Ecco come leggere le vere etichette BIO 

Tutti cercano il BIO, tutto sembra BIO ma poi così spesso purtroppo non è: necessita assolutamente saper leggere bene le etichette per evitare i falsi clamorosi e comprare qualcosa che non desideriamo


Una corretta alimentazione si basa sulla capacità di sapere scegliere cosa si mangia e sono sempre di più le persone che decidono di acquistare prodotti biologici, soprattutto per cucinare, per assicurarsi di utilizzare ingredienti sani, organici e sicuri.

Questa domanda da parte dei consumatori ha portato ad una rapida diffusione, soprattutto negli ultimi anni, dei cibi biologici anche all'interno della grande distribuzione.

Se da un lato c'è sicuramente una chiave di lettura positiva, dall'altro c'è purtroppo un risvolto negativo: la contraffazione.

Per questo, è necessario che i consumatori siano adeguatamente informati sugli strumenti messi a loro disposizione per il riconoscimento dei veri prodotti naturali. Lo strumento più potente in tal senso è l’etichettatura. Come fare quindi per riconoscere i veri alimenti biologici?

La prima cosa da tenere presente è che sui prodotti biologici certificati deve essere riportata in etichetta la scritta “da Agricoltura Biologica” seguita da Nome (e facoltativamente il logo) dell’Organismo che esegue il controllo e suo numero di autorizzazione ministeriale, codice dell’Organismo di Controllo preceduto dalla dicitura “Organismo di controllo autorizzato dal Mi.P.A.A.F.”, codice dell’azienda produttrice e Numero di autorizzazione alla stampa dell’etichetta.

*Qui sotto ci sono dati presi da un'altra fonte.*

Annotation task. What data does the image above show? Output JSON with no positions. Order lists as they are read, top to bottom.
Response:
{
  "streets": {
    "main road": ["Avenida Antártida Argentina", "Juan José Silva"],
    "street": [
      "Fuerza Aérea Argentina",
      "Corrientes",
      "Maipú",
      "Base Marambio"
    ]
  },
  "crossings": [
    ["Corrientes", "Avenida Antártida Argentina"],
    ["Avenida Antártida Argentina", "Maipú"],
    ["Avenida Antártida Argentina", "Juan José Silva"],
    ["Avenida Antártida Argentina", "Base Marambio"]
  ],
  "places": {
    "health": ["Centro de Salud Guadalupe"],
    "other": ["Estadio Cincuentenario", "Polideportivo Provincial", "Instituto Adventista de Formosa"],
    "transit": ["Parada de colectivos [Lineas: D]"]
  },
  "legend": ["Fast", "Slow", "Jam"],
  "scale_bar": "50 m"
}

Per poter utilizzare la dicitura "da Agricoltura Biologica" occorre che almeno il 95% degli ingredienti siano biologici certificati.

Il restante 5% è rappresentato da una lista di ingredienti normalmente non certificabili (vedi il sale).

Esiste inoltre un marchio unico europeo per l’agricoltura biologica che contraddistingue gli alimenti prodotti nei paesi dell’Unione Europea.

Il logo europeo si deve apporre ai prodotti chiusi confezionati ed etichettati, con una percentuale di prodotto di origine agricola bio di almeno il 95%.

È invece facoltativo nei prodotti con le stesse caratteristiche ma provenienti da paesi terzi, proibito poi nei prodotti con una percentuale bio inferiore al 95%.

Meglio diffidare dei prodotti che riportano diciture “biologico” o “bio” che siano generiche e non dotate di una etichettatura chiara, che risponda ai criteri appena descritti.